Course Code: NSEC699 Course ID: 3496 Credit Hours: 3 Level: Graduate

The Master’s Capstone in National Security Studies is the capstone course for graduate National Security Studies. NOTE: This course may not be taken until all other courses are COMPLETED and student has a 3.0 GPA. THIS COURSE IS 16 WEEKS.

Course Schedule

Registration Dates Course Dates Session Weeks
11/30/20 - 04/30/21 05/03/21 - 08/22/21 Spring 2021 Session K 16 Week session
12/28/20 - 06/04/21 06/07/21 - 09/26/21 Spring 2021 Session C 16 Week session
01/25/21 - 07/02/21 07/05/21 - 10/24/21 Summer 2021 Session A 16 Week session
03/29/21 - 09/03/21 09/06/21 - 12/26/21 Summer 2021 Session C 16 Week session

Current Syllabi

The Master’s Capstone Seminar is a course in which students complete a major research project to demonstrate their mastery of the research process, analytical skills, and ability to produce a well-written and properly cited paper that contributes to the body of knowledge in their field of study. This 16-week course provides sufficient time and opportunity for students to apply their advanced research and analytic skills to a topic relevant to the Intelligence study program and of sufficient U.S. or international security interest.

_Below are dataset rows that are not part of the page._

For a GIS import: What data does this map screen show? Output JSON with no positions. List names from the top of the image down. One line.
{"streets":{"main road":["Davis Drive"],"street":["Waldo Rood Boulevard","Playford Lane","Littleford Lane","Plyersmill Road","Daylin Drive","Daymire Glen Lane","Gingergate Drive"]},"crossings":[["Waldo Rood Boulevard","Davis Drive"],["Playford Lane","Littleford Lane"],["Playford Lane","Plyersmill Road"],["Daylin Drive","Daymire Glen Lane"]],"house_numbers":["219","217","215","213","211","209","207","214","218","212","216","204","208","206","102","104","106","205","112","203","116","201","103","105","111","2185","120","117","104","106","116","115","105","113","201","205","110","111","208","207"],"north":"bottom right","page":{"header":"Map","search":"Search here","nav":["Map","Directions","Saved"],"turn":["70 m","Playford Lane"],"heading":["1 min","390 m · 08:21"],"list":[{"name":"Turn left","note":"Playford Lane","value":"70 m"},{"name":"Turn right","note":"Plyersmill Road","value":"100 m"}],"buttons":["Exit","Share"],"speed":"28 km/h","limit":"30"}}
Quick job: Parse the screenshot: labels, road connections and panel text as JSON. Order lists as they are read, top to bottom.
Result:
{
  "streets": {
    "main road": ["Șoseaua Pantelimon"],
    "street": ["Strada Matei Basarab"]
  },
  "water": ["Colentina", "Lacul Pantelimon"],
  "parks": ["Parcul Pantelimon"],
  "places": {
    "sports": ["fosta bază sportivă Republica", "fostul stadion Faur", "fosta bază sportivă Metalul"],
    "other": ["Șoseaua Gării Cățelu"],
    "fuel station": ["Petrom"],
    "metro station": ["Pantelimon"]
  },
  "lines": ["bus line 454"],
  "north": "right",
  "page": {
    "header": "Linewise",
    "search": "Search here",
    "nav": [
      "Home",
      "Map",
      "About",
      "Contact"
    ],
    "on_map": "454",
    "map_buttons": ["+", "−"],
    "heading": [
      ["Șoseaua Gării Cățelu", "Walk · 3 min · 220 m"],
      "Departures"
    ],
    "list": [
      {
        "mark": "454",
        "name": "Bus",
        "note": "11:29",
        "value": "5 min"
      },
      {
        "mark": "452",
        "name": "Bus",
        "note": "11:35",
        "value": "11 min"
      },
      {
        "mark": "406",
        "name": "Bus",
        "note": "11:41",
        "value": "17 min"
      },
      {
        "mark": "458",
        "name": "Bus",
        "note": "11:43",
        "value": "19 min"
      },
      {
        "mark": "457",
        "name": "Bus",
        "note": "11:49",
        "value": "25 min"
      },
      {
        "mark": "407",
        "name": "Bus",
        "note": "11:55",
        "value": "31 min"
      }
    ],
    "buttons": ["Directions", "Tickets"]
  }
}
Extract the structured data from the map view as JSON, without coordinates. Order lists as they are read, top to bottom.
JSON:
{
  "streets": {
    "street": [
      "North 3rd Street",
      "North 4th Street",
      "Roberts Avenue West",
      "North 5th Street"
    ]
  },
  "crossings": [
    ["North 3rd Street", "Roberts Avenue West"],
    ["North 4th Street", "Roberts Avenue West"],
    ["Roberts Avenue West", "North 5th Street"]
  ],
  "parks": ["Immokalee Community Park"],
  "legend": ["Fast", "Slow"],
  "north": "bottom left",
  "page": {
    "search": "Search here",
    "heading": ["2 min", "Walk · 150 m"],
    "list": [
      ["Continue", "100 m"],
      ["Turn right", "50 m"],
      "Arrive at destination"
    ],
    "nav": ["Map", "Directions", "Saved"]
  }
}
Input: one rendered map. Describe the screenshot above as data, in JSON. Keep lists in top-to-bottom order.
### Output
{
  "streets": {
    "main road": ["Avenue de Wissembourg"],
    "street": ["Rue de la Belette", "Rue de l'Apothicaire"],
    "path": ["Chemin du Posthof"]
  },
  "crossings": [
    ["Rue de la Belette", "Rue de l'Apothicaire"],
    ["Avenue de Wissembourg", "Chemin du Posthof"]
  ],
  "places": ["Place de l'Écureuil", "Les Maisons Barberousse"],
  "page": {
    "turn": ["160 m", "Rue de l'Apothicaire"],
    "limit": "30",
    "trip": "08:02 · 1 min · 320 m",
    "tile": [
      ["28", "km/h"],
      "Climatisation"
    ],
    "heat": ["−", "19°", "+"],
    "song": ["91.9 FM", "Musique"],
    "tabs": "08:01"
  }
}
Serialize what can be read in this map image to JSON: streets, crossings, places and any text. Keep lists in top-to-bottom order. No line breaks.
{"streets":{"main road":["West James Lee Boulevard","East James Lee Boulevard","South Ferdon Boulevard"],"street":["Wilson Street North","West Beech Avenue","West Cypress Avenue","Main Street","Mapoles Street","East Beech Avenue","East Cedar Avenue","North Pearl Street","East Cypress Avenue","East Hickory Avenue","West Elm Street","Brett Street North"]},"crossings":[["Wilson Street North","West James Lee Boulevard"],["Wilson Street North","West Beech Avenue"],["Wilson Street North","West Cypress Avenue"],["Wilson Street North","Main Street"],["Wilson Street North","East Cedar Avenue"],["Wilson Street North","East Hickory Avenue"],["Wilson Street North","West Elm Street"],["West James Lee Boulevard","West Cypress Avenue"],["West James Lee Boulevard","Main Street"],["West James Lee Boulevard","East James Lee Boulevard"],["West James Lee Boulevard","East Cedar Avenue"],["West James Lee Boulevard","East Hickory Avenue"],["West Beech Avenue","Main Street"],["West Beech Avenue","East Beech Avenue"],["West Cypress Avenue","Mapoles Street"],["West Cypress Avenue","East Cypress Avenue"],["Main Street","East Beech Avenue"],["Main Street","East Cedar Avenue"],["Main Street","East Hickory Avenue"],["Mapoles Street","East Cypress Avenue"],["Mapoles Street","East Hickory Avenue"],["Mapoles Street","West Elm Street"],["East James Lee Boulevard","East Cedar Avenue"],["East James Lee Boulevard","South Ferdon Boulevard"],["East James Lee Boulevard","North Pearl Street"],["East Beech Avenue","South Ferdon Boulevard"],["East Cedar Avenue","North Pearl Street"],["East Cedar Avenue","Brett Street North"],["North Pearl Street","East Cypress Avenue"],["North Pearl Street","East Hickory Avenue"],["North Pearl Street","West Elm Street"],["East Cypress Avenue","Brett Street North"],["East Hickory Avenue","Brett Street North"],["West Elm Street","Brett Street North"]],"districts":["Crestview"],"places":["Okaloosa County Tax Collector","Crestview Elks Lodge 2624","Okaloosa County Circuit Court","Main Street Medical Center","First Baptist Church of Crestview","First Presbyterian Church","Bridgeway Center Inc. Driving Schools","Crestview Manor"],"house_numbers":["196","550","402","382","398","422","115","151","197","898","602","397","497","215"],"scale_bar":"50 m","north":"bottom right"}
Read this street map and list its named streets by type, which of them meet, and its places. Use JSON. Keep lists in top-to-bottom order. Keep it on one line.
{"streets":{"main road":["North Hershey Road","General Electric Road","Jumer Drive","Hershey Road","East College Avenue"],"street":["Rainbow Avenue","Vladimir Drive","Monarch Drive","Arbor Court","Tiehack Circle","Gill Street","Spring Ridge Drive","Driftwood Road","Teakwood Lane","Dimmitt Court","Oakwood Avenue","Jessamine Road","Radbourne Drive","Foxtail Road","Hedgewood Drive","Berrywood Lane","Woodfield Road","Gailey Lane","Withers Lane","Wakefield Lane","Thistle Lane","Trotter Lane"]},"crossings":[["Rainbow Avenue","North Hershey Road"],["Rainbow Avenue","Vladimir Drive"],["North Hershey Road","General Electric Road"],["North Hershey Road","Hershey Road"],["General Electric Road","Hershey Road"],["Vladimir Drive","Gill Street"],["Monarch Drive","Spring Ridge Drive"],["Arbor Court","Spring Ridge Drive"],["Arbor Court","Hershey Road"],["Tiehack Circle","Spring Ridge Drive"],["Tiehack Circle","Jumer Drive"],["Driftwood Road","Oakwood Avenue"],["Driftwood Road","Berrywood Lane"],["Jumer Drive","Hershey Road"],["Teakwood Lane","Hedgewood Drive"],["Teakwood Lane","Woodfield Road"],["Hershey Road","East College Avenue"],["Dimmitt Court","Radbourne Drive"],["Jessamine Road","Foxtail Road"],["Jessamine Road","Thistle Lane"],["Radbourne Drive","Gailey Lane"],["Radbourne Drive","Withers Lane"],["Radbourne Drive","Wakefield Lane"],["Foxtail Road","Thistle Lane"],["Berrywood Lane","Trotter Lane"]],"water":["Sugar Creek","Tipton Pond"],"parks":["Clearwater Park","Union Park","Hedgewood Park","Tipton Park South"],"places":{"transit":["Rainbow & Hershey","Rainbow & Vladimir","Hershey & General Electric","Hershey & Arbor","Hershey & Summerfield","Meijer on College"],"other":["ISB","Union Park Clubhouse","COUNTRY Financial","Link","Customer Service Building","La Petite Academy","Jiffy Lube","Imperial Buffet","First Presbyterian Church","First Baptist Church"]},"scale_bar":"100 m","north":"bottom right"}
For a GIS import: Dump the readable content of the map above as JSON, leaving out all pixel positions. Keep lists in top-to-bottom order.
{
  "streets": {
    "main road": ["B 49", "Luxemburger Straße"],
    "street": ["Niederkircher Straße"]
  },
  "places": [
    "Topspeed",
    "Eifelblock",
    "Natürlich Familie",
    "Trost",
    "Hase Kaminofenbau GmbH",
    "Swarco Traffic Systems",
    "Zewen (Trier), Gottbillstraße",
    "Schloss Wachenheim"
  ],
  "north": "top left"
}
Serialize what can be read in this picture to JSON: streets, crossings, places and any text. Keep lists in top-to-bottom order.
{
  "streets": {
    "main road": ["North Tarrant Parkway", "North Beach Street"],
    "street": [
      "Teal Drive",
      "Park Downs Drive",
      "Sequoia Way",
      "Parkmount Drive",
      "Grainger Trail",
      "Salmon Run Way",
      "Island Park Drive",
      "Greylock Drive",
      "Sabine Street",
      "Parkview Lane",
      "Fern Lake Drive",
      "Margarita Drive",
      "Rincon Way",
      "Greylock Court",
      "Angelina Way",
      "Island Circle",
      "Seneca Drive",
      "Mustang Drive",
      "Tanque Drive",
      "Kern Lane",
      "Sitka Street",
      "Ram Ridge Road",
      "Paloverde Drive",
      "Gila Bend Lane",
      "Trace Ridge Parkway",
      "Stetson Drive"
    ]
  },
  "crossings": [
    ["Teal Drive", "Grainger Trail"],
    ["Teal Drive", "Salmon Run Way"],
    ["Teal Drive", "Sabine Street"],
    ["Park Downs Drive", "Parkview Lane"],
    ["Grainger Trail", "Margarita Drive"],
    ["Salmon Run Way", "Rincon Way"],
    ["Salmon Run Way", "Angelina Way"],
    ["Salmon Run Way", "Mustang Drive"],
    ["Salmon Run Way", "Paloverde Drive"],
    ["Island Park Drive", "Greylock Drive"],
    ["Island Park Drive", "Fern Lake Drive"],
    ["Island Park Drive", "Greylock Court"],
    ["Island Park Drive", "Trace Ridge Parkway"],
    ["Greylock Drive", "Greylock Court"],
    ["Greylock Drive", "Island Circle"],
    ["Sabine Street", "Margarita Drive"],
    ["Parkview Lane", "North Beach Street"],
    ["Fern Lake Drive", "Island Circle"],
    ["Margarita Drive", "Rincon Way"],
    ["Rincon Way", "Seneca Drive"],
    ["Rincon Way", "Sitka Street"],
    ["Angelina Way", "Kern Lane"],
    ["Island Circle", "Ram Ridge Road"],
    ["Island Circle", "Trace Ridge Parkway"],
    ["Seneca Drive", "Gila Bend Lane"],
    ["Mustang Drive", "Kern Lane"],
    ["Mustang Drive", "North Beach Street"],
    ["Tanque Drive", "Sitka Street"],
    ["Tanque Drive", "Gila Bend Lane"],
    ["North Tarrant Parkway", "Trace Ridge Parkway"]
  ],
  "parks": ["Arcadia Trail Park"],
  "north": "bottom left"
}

In addition to the institutional and degree level learning outcomes objectives, the Master of Arts in National Security Studies assumes that students have mastered and applied the concepts of the Program objectives and will be able to:

  • Appraise classic and contemporary theories, strategies, doctrines, and procedures related to the causes, conduct, and termination of armed conflict and the maintenance of peace.
  • Assess and predict traditional and non-traditional threats to national and international security.
  • Compare the structures, functions, capabilities, and activities of national and international security community members.
  • Conduct advanced research and compose professional and academic analyses on issues critical to national and international security.

Students are expected to work with their instructor, following the guidance offered by the structure of the course and the instructor’s mentorship as students complete the requisite components of the research project. Students should not expect to submit a final product at the end of the course without having completed each stage of the research process as outlined in the assignments below.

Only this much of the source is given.